Sierra Tucson will add 44 beds to treatment facilityby Sheryl Kornman on Nov. 10, 2006, under Family, Local
High-profile figures seek treatment at a cost of $1,200 per day
Former congressman Mark Foley, the Florida Republican, is the latest public figure to seek treatment at Sierra Tucson, which broke ground Thursday on an expansion that will add 44 beds to the private treatment facility.
Sierra Tucson is a state-licensed, 96-bed psychiatric hospital and addiction treatment center north of Tucson, in Catalina.
It treats people 18 and older for drug, alcohol, food or sex addiction, and other medical and behavioral health problems, including depression, unresolved trauma and abuse, panic disorder, compulsive gambling, bulimia and anorexia, said Sierra Tucson’s executive director, Keith P. Arnold. Most patients are in their mid- to late-30s.

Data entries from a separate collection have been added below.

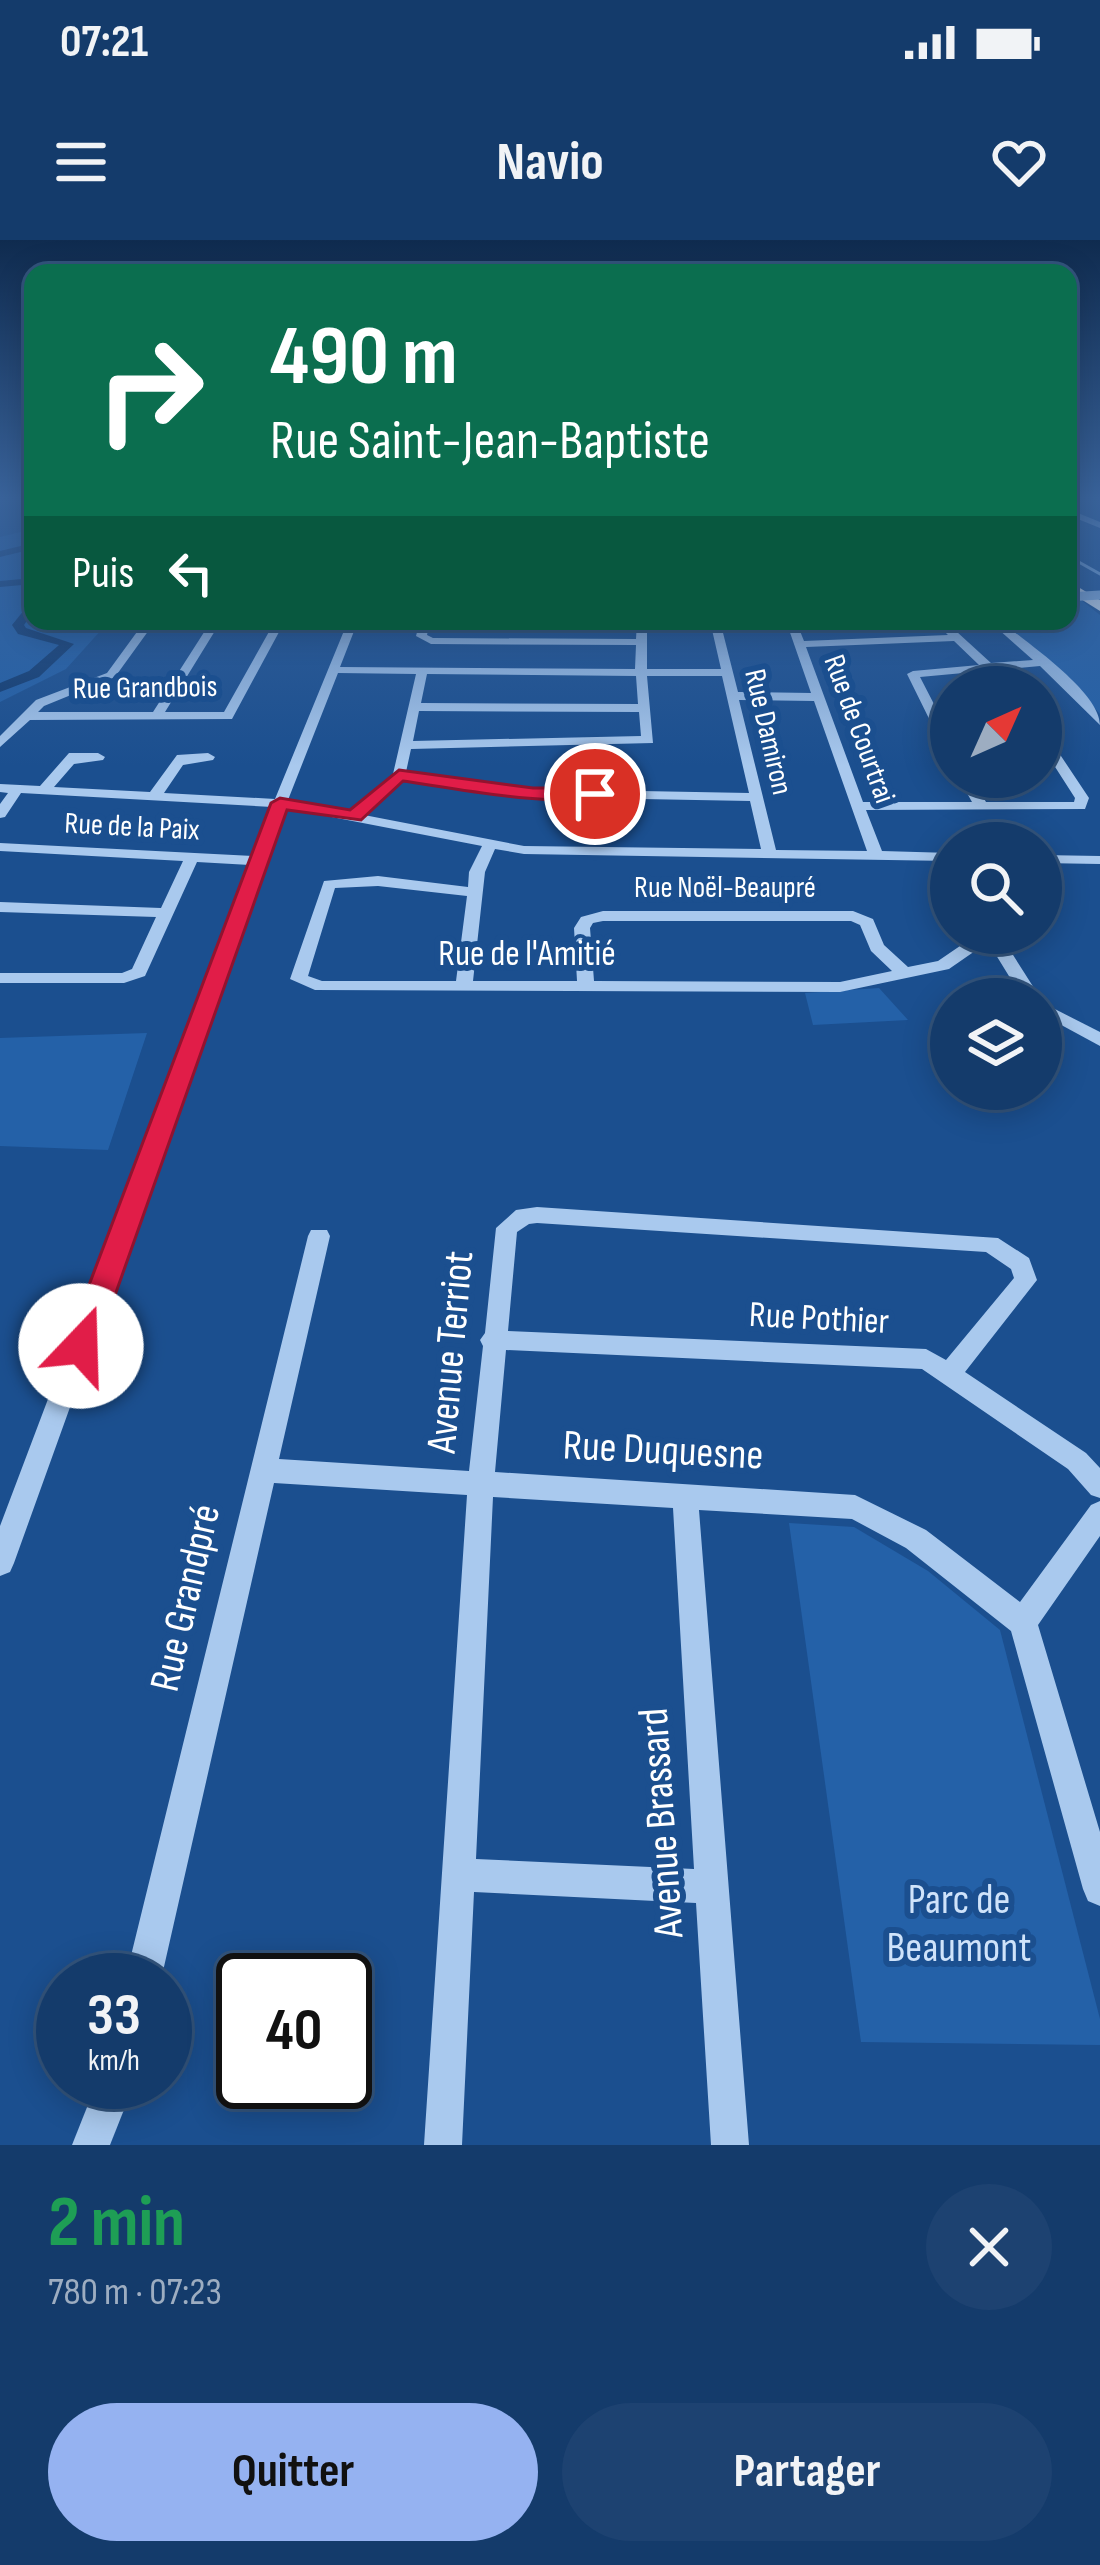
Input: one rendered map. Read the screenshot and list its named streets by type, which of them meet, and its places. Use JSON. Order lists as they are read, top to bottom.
{
  "streets": {
    "street": [
      "Rue Grandbois",
      "Rue de Courtrai",
      "Rue Damiron",
      "Rue de la Paix",
      "Rue Noël-Beaupré",
      "Rue de l'Amitié",
      "Rue Pothier",
      "Avenue Terriot",
      "Rue Duquesne",
      "Rue Grandpré",
      "Avenue Brassard"
    ]
  },
  "crossings": [
    ["Rue Noël-Beaupré", "Rue de l'Amitié"],
    ["Rue Pothier", "Avenue Terriot"],
    ["Avenue Terriot", "Rue Duquesne"],
    ["Rue Duquesne", "Rue Grandpré"],
    ["Rue Duquesne", "Avenue Brassard"]
  ],
  "parks": ["Parc de Beaumont"],
  "north": "top right",
  "page": {
    "status": "07:21",
    "header": "Navio",
    "turn": ["490 m", "Rue Saint-Jean-Baptiste"],
    "then": "Puis",
    "speed": "33 km/h",
    "limit": "40",
    "heading": ["2 min", "780 m · 07:23"],
    "buttons": ["Quitter", "Partager"]
  }
}
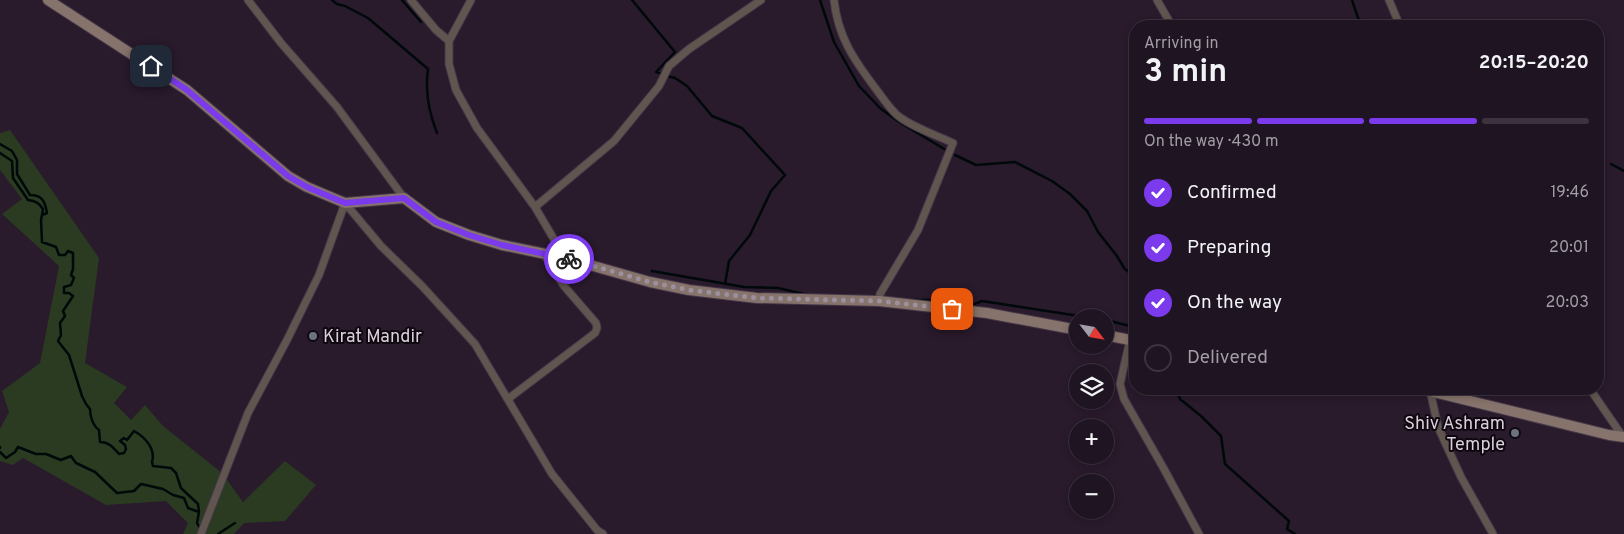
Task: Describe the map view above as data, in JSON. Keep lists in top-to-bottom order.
{
  "places": ["Kirat Mandir", "Shiv Ashram Temple"],
  "north": "bottom right",
  "page": {
    "heading": ["3 min", "Arriving in", "20:15–20:20"],
    "bar": "On the way · 430 m",
    "list": [
      ["Confirmed", "19:46"],
      ["Preparing", "20:01"],
      ["On the way", "20:03"],
      "Delivered"
    ],
    "map_buttons": ["+", "−"]
  }
}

Arnold said Thursday the expansion is driven by an increasing demand for treatment at the facility, which provides a toll-free number for residents of the United Kingdom.

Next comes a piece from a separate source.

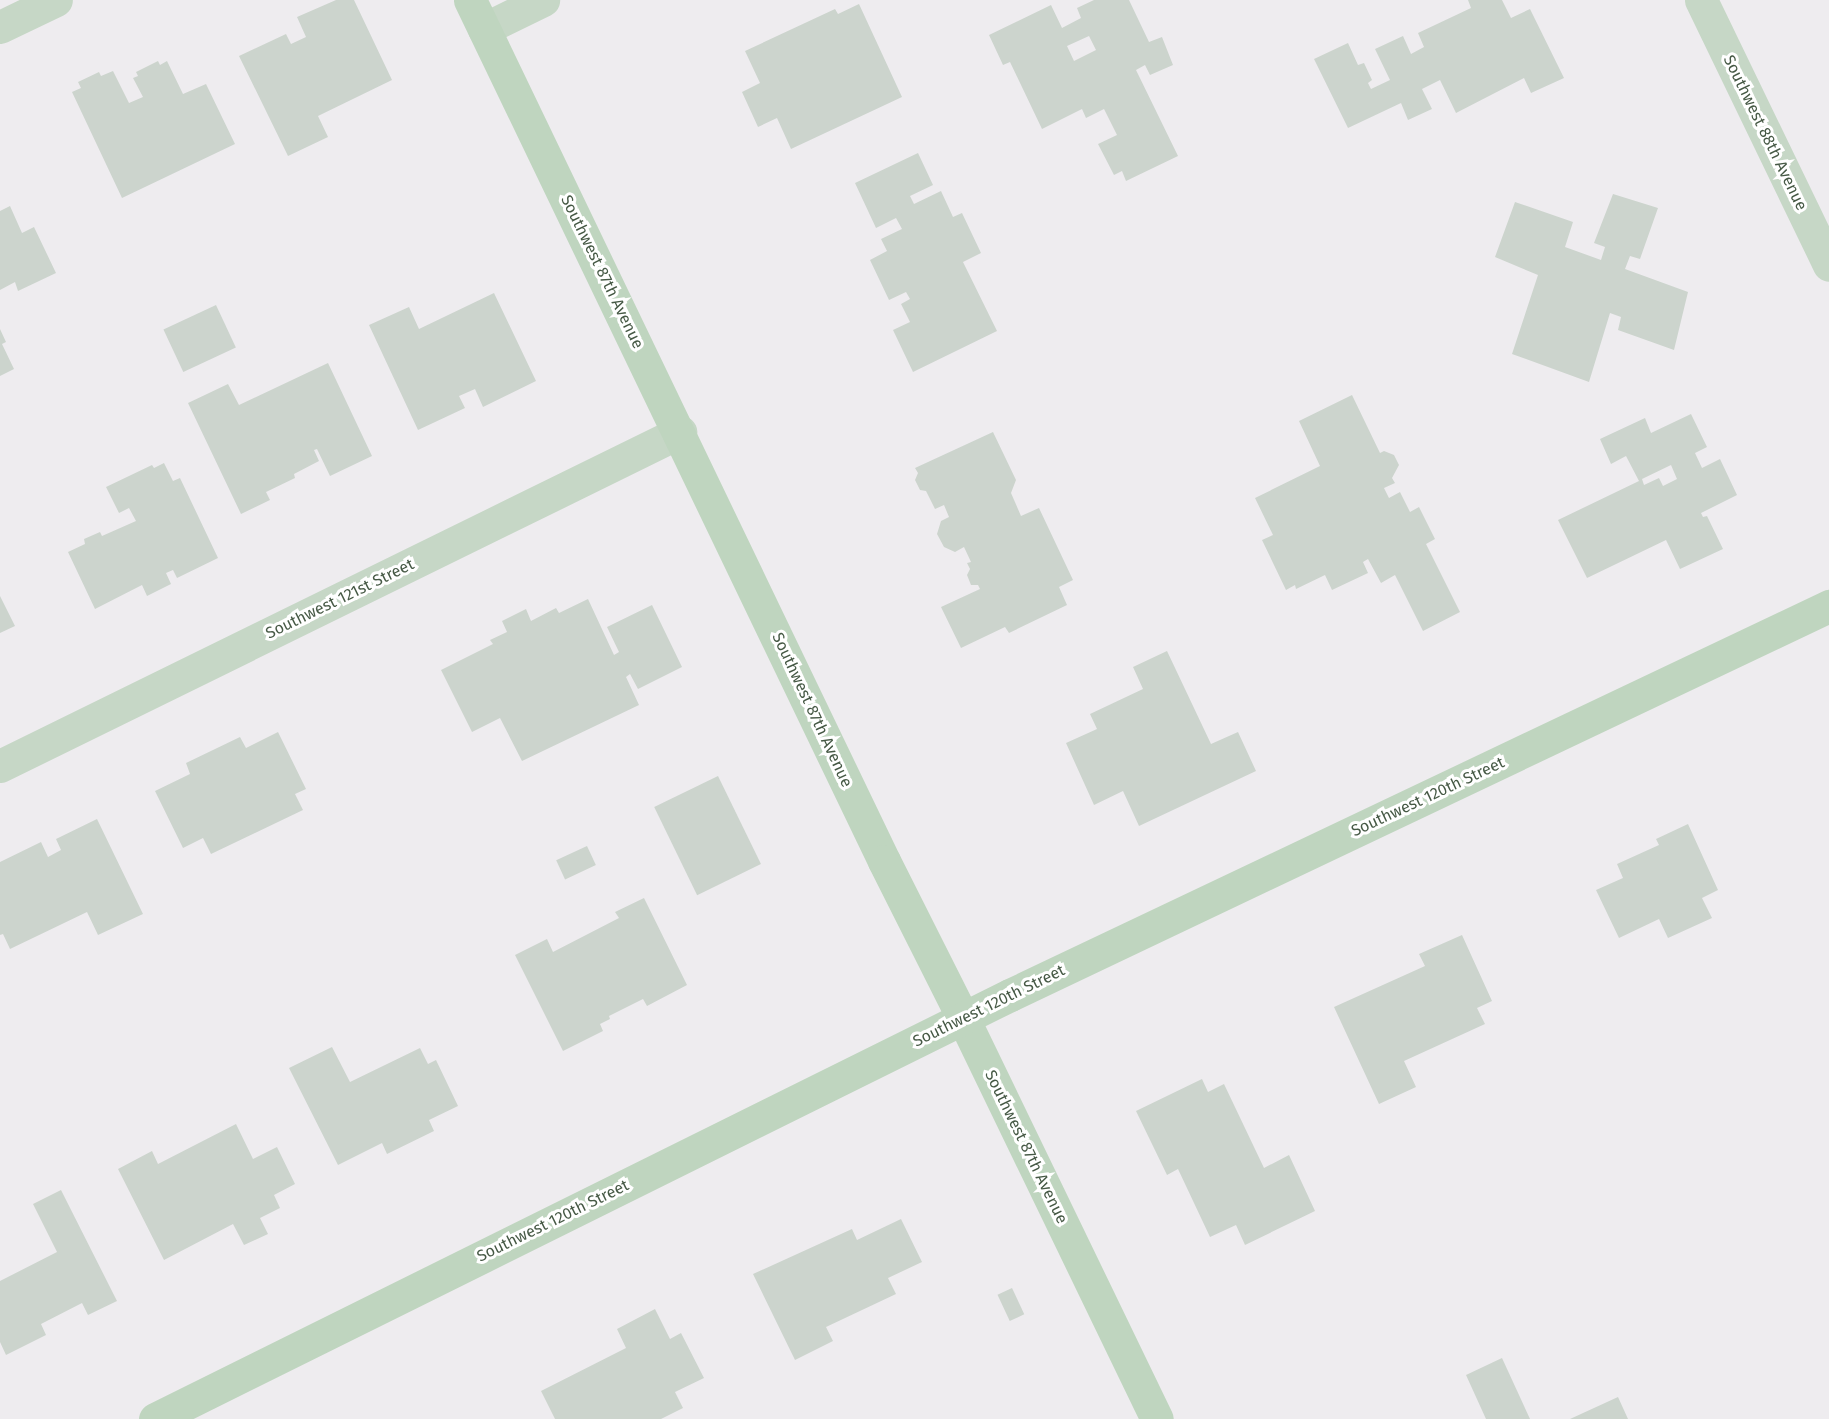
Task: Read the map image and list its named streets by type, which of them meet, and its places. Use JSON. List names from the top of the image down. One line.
{"streets":{"street":["Southwest 88th Avenue","Southwest 87th Avenue","Southwest 121st Street","Southwest 120th Street"]},"crossings":[["Southwest 87th Avenue","Southwest 121st Street"],["Southwest 87th Avenue","Southwest 120th Street"]]}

He said about 30 people a month are referred to other facilities because Sierra Tucson is fully booked.
Among other high-profile personalities who have said they were treated at Sierra Tucson are actor-producer Michael Douglas, drummer Ringo Starr and golfer John Daly for alcoholism; and for emotional issues, actress-singer Julie Andrews.
The groundbreaking event drew the nation’s former “drug czar,” retired four-star U.S. Army Gen. Barry McCaffrey, who was director of the federal Office of National Drug Control Policy from 1996 to 2001.

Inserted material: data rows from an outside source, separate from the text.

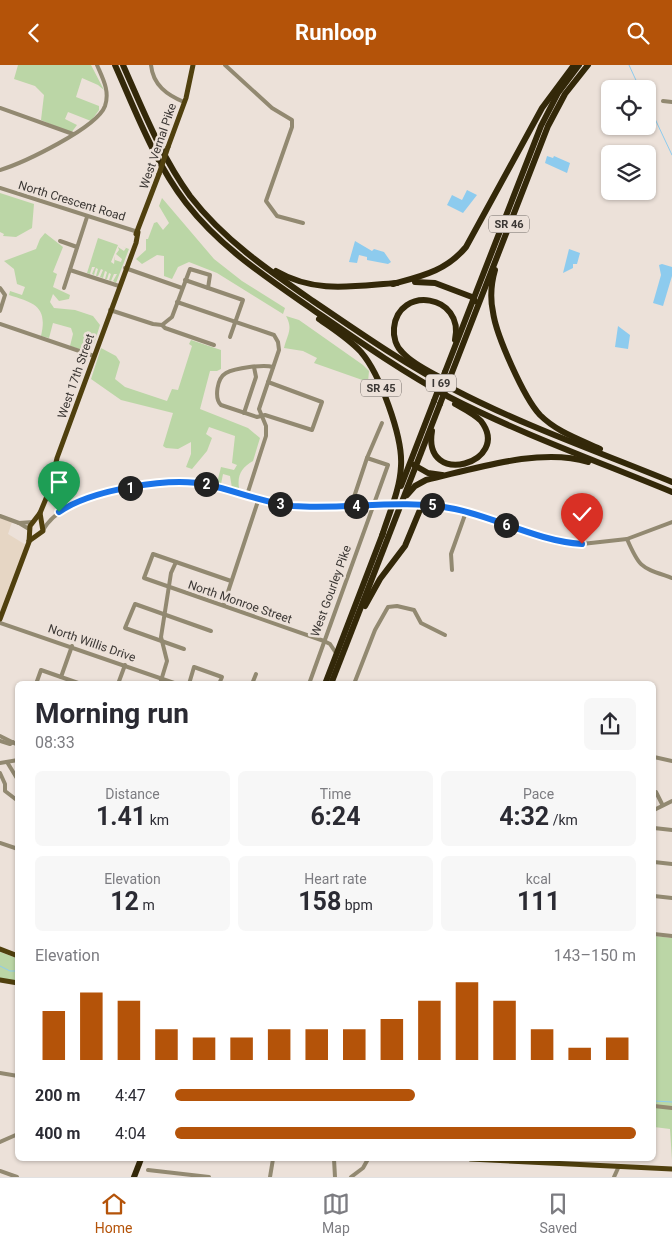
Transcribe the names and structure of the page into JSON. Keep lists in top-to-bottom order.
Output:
{
  "streets": {
    "highway": ["SR 46", "I 69", "SR 45"],
    "main road": ["West Vernal Pike", "West 17th Street"],
    "street": [
      "North Crescent Road",
      "West Gourley Pike",
      "North Monroe Street",
      "North Willis Drive"
    ]
  },
  "crossings": [
    ["West Vernal Pike", "North Crescent Road"],
    ["West Vernal Pike", "West 17th Street"],
    ["North Crescent Road", "West 17th Street"],
    ["SR 46", "SR 45"],
    ["I 69", "SR 45"],
    ["West Gourley Pike", "North Monroe Street"]
  ],
  "page": {
    "header": "Runloop",
    "pins": [
      "2",
      "1",
      "3",
      "5",
      "4",
      "6"
    ],
    "heading": ["Morning run", "08:33"],
    "stats": [
      ["Distance", "1.41 km"],
      ["Time", "6:24"],
      ["Pace", "4:32 /km"],
      ["Elevation", "12 m"],
      ["Heart rate", "158 bpm"],
      ["kcal", "111"]
    ],
    "chart": ["Elevation", "143–150 m"],
    "list": [
      {
        "name": "200 m",
        "note": "4:47"
      },
      {
        "name": "400 m",
        "note": "4:04"
      }
    ],
    "tabs": ["Home", "Map", "Saved"]
  }
}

McCaffrey is on the board of directors of Sierra Tucson’s parent company, CRC Health Group of San Jose.
He became passionate about treatment for addiction while serving in the Army in 1976.
McCaffrey said in an interview Thursday that he saw intoxicated American soldiers laying in their own vomit, crushed Colt 45 malt liquor cans strewn around them, and decided something must be done to help them.
He demanded adequate drug and alcohol addiction treatment for soldiers and veterans.
People with addictions “are not dead-enders,” McCaffrey said.
The cost of addiction treatment – about $1,200 a day at Sierra Tucson – is comparable to treatment for serious physical injury sustained in combat or in a car accident, he said, and “should not be stigmatized.”
McCaffrey said there are 19 million addicts in America today but only 3.5 million of them are in treatment.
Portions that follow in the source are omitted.